Re: [PATCH] MM: discard __GFP_ATOMIC

From: Michal Hocko
Date: Mon Nov 22 2021 - 11:54:30 EST

On Sat 20-11-21 21:51:20, Neil Brown wrote:
> On Sat, 20 Nov 2021, Matthew Wilcox wrote:
> > On Fri, Nov 19, 2021 at 10:14:38AM +1100, NeilBrown wrote:
> > > On Thu, 18 Nov 2021, Matthew Wilcox wrote:
> > > > Surely this should be gfpflags_allow_blocking() instead of poking about
> > > > in the innards of gfp flags?
> > >
> > > Possibly. Didn't know about gfpflags_allow_blocking(). From a quick
> > > grep in the kernel, a whole lot of other people don't know about it
> > > either, though clearly some do.
> > >
> > > Maybe we should reaname "__GFP_DIRECT_RECLAIM" to
> > > "__GFP_ALLOW_BLOCKING", because that is what most users seems to care
> > > about.
> >
> > I tend towards the school of thought that the __GFP flags should make
> > sense to the implementation and users should use either GFP_ or functions.
> > When we see users adding or subtracting __GFP flags, that's a problem.
> Except __GFP_NOWARN of course, or __GFP_ZERO, or __GFP_NOFAIL.
> What about __GFP_HIGHMEM? __GFP_DMA? __GFP_HIGH?
> They all seem to be quite meaningful to the caller - explicitly
> specifying properties of the memory or properties of the service.
> (But maybe you would prefer __GFP_HIGH be spelled "__GFP_LOW_WATERMARK"
> so it would make more sense to the implementation).
> __GFP_DIRECTRECLAIM seems to me to be more the exception than the rule -
> specifying internal implementation details.

I do not think it is viable to fix up gfp flags to be consistent :/
Both __GFP_DIRECT_RECLAIM and __GFP_KSWAPD_RECLAIM are way too lowlevel
but historically we've had requests to inhibit kswapd for a particular
requests because that has led to problems - fun reading caf491916b1c1.
__GFP_ALLOW_BLOCKING would make a lot of sense but I am not sure it
would be a good match to __GFP_KSWAPD_RECLAIM.

> Actually ... I take it back about __GFP_NOWARN. That probably shouldn't
> exist at all. Warnings should be based on how stressed the mm system is,
> not on whether the caller wants thinks failure is manageable.

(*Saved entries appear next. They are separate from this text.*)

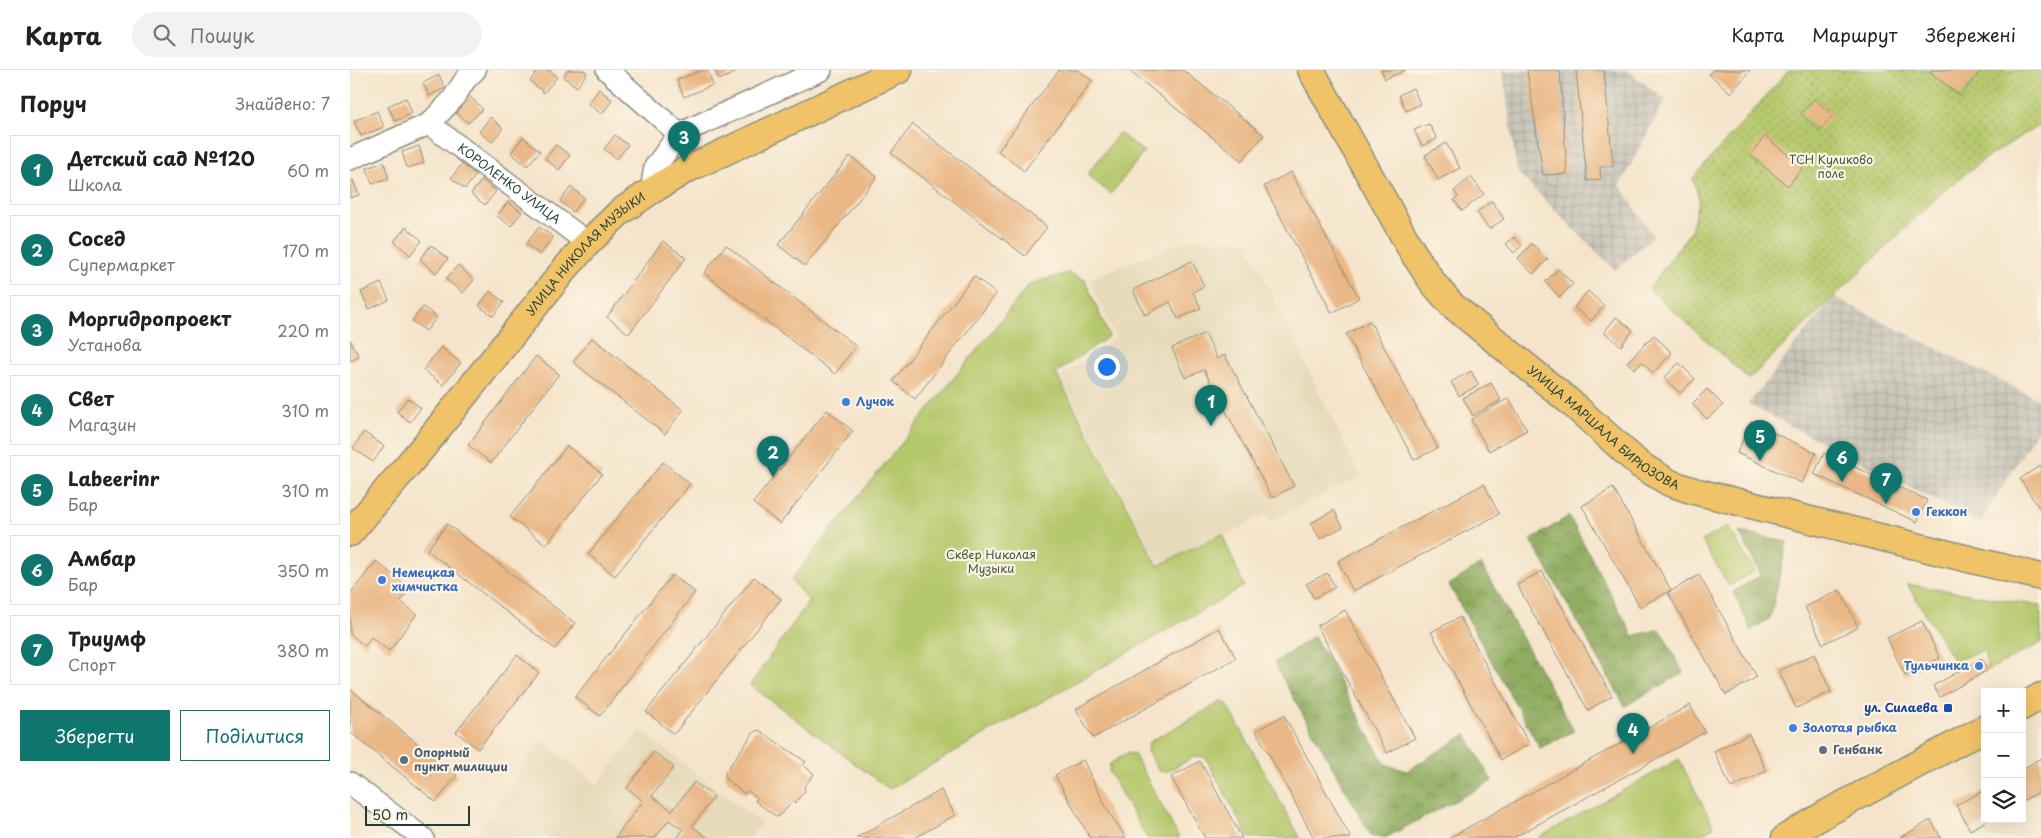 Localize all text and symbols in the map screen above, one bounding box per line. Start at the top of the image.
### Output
search box [132,12,482,57]
text: Карта [25,17,102,53]
icon: search [150,21,178,49]
text: Пошук [190,21,254,49]
text: Карта [1731,21,1784,48]
text: Маршрут [1812,21,1897,48]
text: Збережені [1925,21,2016,48]
text: Поруч [20,87,87,119]
text: Знайдено: 7 [235,91,330,115]
pin: 3 [668,121,700,162]
street label: КОРОЛЕНКО УЛИЦА [454,139,565,228]
text: Детский сад №120 [68,144,255,172]
park label: ТСН Куликово поле [1789,150,1873,182]
text: 1 [33,158,41,182]
text: 60 m [287,158,329,182]
text: Школа [68,172,122,196]
street label: УЛИЦА НИКОЛАЯ МУЗЫКИ [521,187,649,319]
text: Сосед [68,224,126,252]
text: 2 [31,238,43,262]
text: 170 m [283,238,329,262]
text: Супермаркет [68,252,175,276]
text: Моргидропроект [68,304,231,332]
text: 3 [32,318,42,342]
text: 220 m [278,318,329,342]
text: Установа [68,332,141,356]
your location [1094,354,1120,380]
street label: УЛИЦА МАРШАЛА БИРЮЗОВА [1524,361,1682,494]
text: Свет [68,384,114,412]
pin: 1 [1195,385,1227,426]
place label: Лучок [856,392,894,410]
marker: Лучок [840,396,852,408]
text: 4 [32,398,42,422]
text: 310 m [281,398,329,422]
text: Магазин [68,412,137,436]
pin: 5 [1744,420,1776,461]
pin: 2 [757,436,789,477]
pin: 6 [1826,441,1858,482]
pin: 7 [1870,463,1902,504]
text: Labeerinr [68,464,159,492]
text: 5 [32,478,42,502]
text: 310 m [281,478,329,502]
text: Бар [68,492,98,516]
place label: Геккон [1926,502,1968,520]
marker: Геккон [1910,506,1922,518]
text: Амбар [68,544,136,572]
park label: Сквер Николая Музыки [946,545,1036,577]
text: 6 [31,558,43,582]
text: 350 m [277,558,329,582]
place label: Немецкая химчистка [392,563,459,595]
text: Бар [68,572,98,596]
marker: Немецкая химчистка [376,574,388,586]
text: Триумф [68,624,146,652]
text: 7 [32,638,42,662]
text: 380 m [277,638,329,662]
text: Спорт [68,652,116,676]
place label: Тульчинка [1904,656,1969,674]
marker: Тульчинка [1973,660,1985,672]
map controls [1981,688,2026,823]
button: + [1981,688,2026,733]
place label: ул. Силаева [1864,698,1938,716]
marker: ул. Силаева [1942,702,1954,714]
button: Зберегти [20,710,170,761]
button: Поділитися [180,710,330,761]
pin: 4 [1617,713,1649,754]
place label: Золотая рыбка [1802,718,1897,736]
marker: Золотая рыбка [1787,722,1799,734]
button: − [1981,733,2026,778]
place label: Генбанк [1833,740,1883,758]
place label: Опорный пункт милиции [414,743,508,775]
marker: Генбанк [1817,744,1829,756]
marker: Опорный пункт милиции [398,754,410,766]
button: layers [1981,778,2026,823]
scale bar [365,803,470,826]
text: 50 m [372,804,408,825] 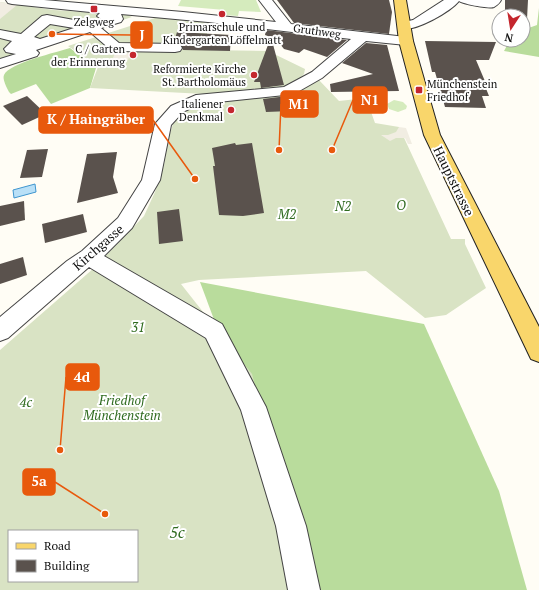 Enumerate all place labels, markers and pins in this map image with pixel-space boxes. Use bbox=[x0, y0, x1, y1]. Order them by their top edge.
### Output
marker: Zelgweg bbox=[89, 4, 99, 14]
marker: Primarschule und Kindergarten Löffelmatt bbox=[217, 9, 227, 19]
place label: Zelgweg bbox=[74, 15, 114, 29]
place label: Primarschule und Kindergarten Löffelmatt bbox=[163, 20, 281, 47]
callout: J bbox=[131, 22, 152, 48]
place label: C / Garten der Erinnerung bbox=[51, 42, 125, 69]
marker: C / Garten der Erinnerung bbox=[128, 50, 138, 60]
place label: Reformierte Kirche St. Bartholomäus bbox=[153, 62, 246, 89]
marker: Reformierte Kirche St. Bartholomäus bbox=[249, 70, 259, 80]
place label: Münchenstein Friedhof bbox=[427, 77, 498, 104]
marker: Münchenstein Friedhof bbox=[414, 85, 424, 95]
callout: N1 bbox=[353, 87, 387, 113]
callout: M1 bbox=[281, 91, 318, 117]
place label: Italiener Denkmal bbox=[179, 97, 224, 124]
marker: Italiener Denkmal bbox=[226, 105, 236, 115]
callout: K / Haingräber bbox=[39, 107, 153, 133]
callout: 4d bbox=[66, 364, 99, 390]
callout: 5a bbox=[23, 469, 55, 495] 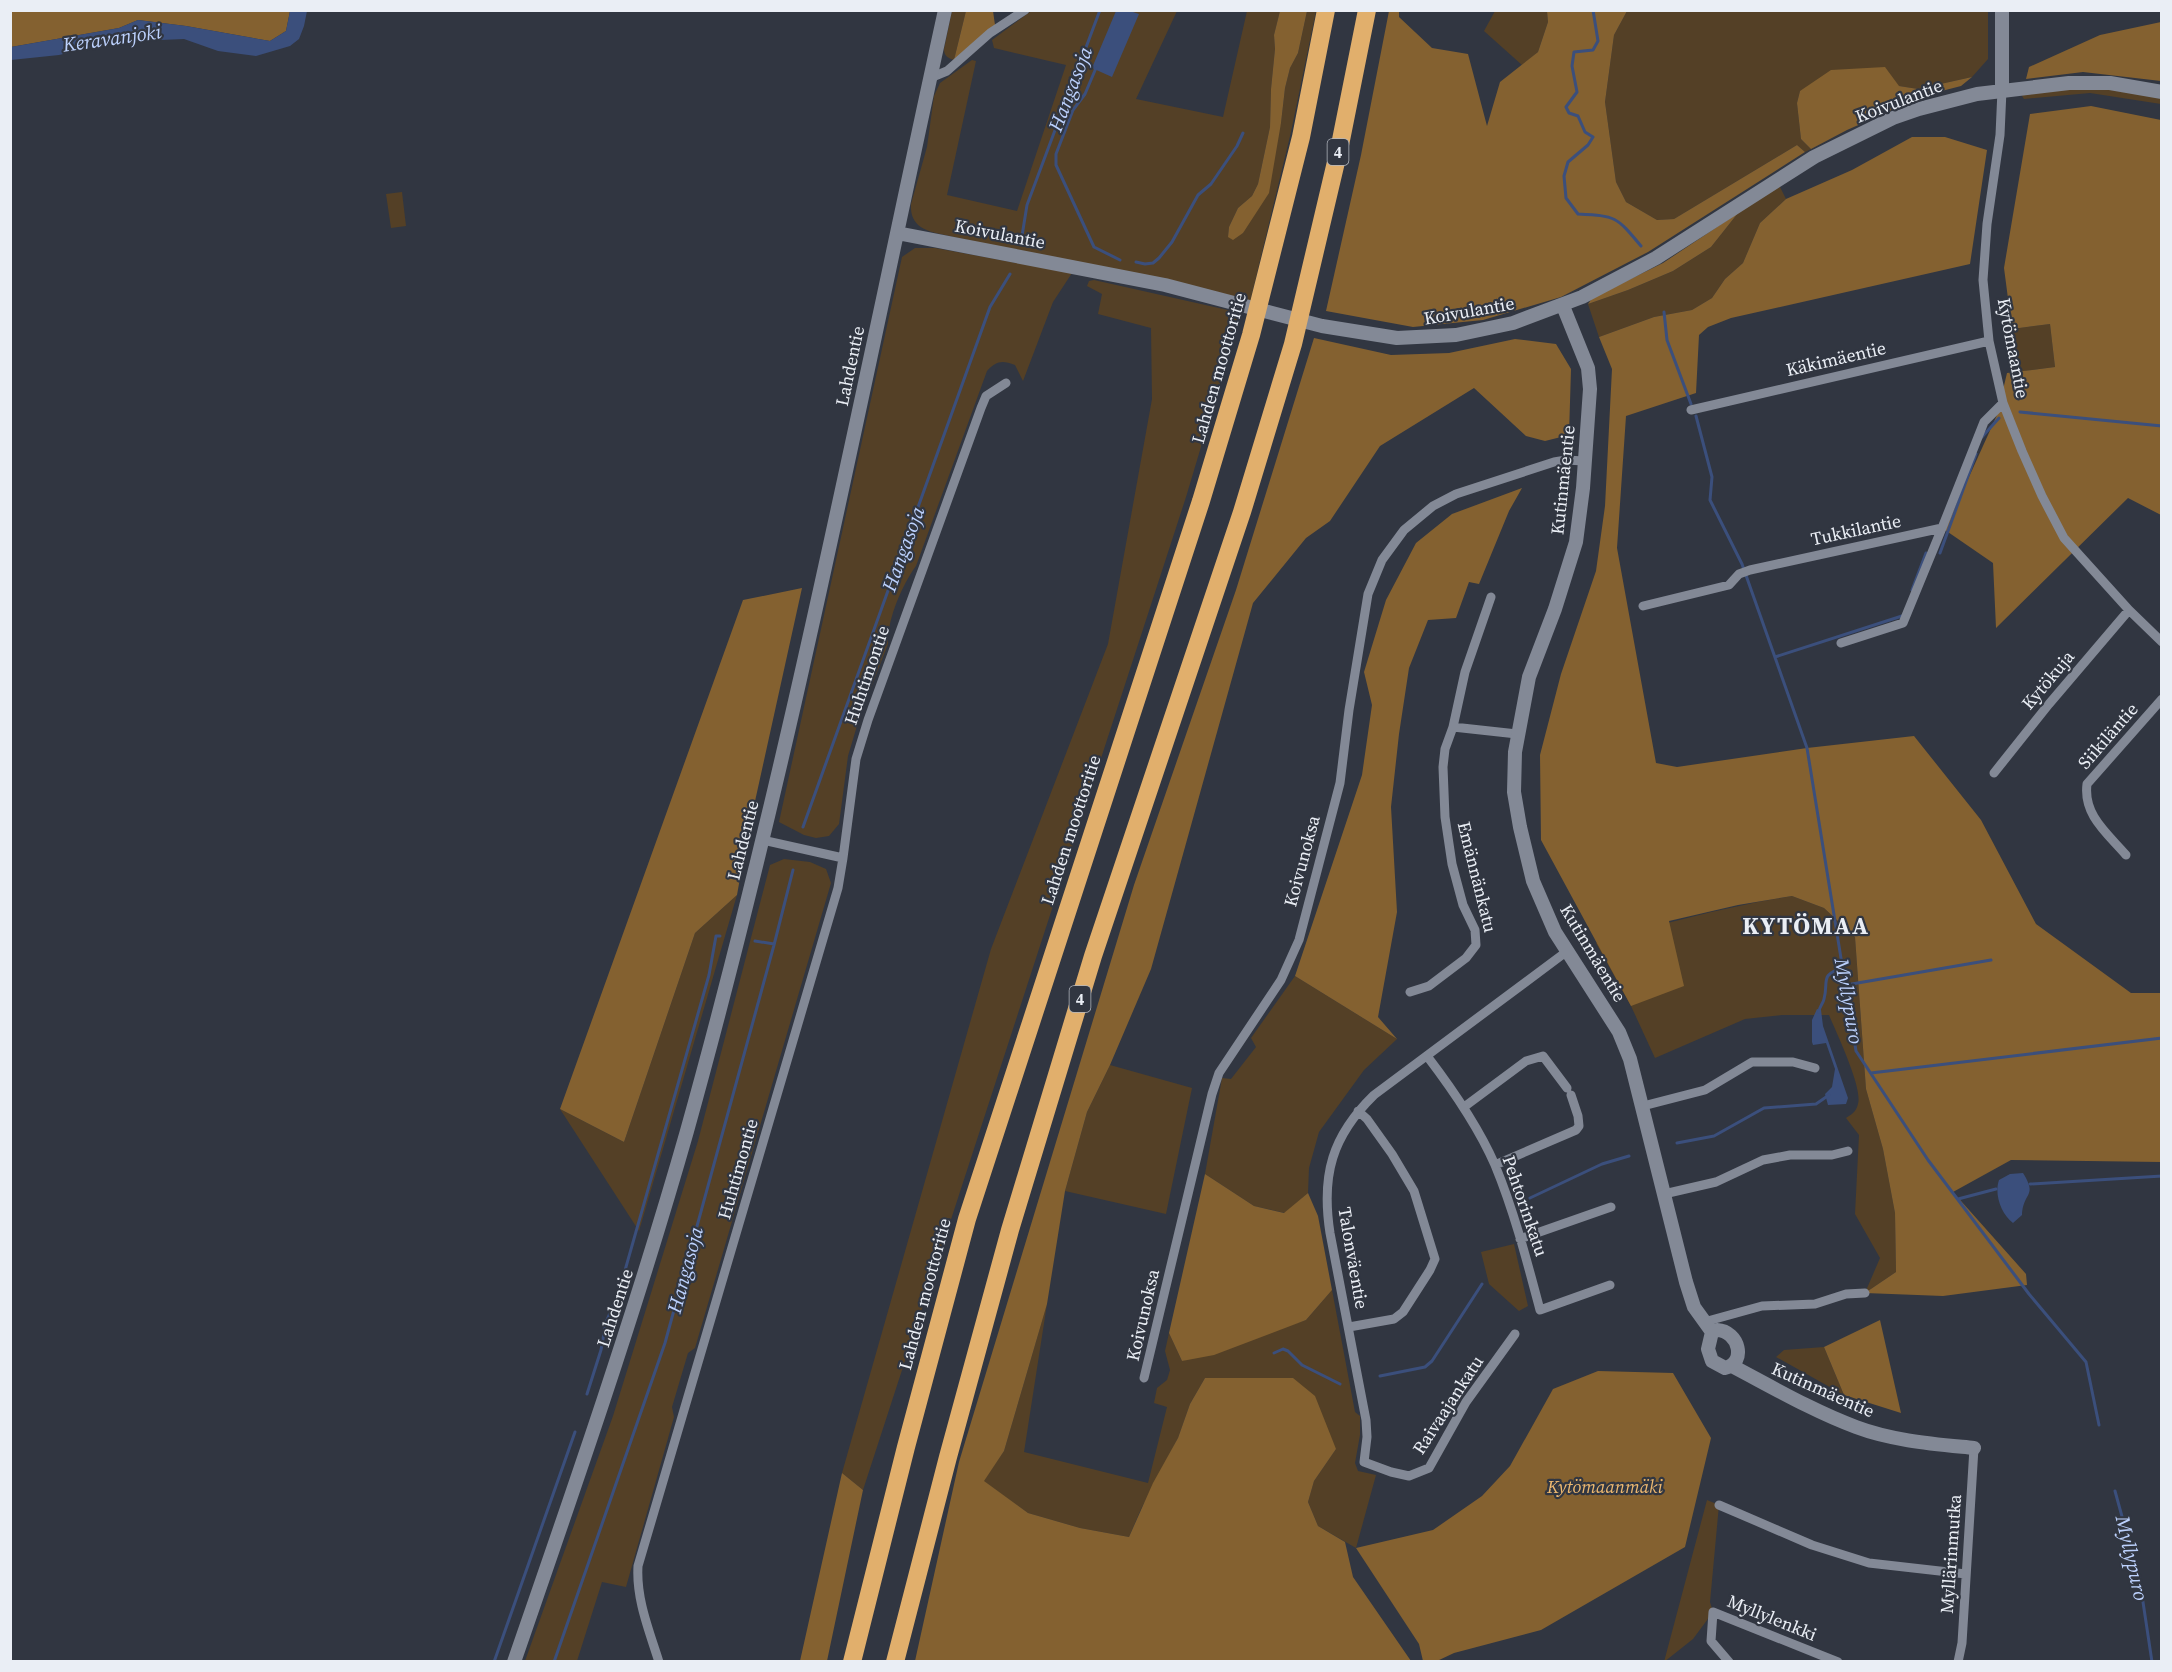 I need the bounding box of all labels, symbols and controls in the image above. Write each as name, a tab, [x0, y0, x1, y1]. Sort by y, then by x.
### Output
water label: Keravanjoki	[60, 17, 163, 59]
water label: Hangasoja	[1041, 42, 1099, 136]
street label: Koivulantie	[1852, 72, 1946, 129]
road number: 4	[1328, 139, 1348, 165]
street label: Koivulantie	[953, 212, 1047, 255]
street label: Lahden moottoritie	[1185, 289, 1252, 446]
street label: Koivulantie	[1422, 290, 1516, 331]
street label: Kytömaantie	[1991, 296, 2035, 400]
street label: Lahdentie	[829, 324, 870, 408]
street label: Käkimäentie	[1783, 335, 1888, 382]
street label: Kutinmäentie	[1544, 424, 1581, 536]
water label: Hangasoja	[874, 502, 932, 596]
street label: Tukkilantie	[1809, 508, 1903, 551]
street label: Huhtimontie	[838, 622, 895, 728]
street label: Kytökuja	[2015, 644, 2080, 715]
street label: Siikiläntie	[2072, 697, 2144, 774]
street label: Lahden moottoritie	[1035, 752, 1107, 908]
street label: Lahdentie	[721, 797, 764, 882]
street label: Koivunoksa	[1277, 812, 1326, 909]
street label: Emännänkatu	[1452, 819, 1503, 935]
street label: Kutinmäentie	[1554, 899, 1632, 1006]
district label: KYTÖMAA	[1742, 909, 1870, 942]
water label: Myllypuro	[1828, 955, 1870, 1046]
road number: 4	[1070, 986, 1090, 1012]
street label: Huhtimontie	[711, 1116, 764, 1222]
street label: Pehtorinkatu	[1497, 1152, 1554, 1260]
street label: Talonväentie	[1332, 1205, 1375, 1311]
street label: Lahden moottoritie	[892, 1215, 957, 1373]
water label: Hangasoja	[660, 1223, 710, 1317]
street label: Lahdentie	[590, 1265, 639, 1350]
street label: Koivunoksa	[1120, 1266, 1165, 1363]
street label: Raivaajankatu	[1406, 1350, 1489, 1459]
street label: Kutinmäentie	[1768, 1356, 1879, 1423]
park label: Kytömaanmäki	[1546, 1474, 1664, 1499]
street label: Myllärinmutka	[1934, 1493, 1967, 1614]
water label: Myllypuro	[2108, 1512, 2155, 1604]
street label: Myllylenkki	[1724, 1588, 1821, 1647]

Unless we change the way when allocation warnings are triggered then we
really need this. There are many opportunistic allocations with a
fallback behavior which do not want to swamp kernel logs with failures
that are of no use. Think of a THP allocation that really want to be
just very quick and falls back to normal base pages otherwise. Deducing
context which is just fine to not report failures is quite tricky and it
can get wrong easily. Callers should know whether warning can be of any
use in many cases.
Michal Hocko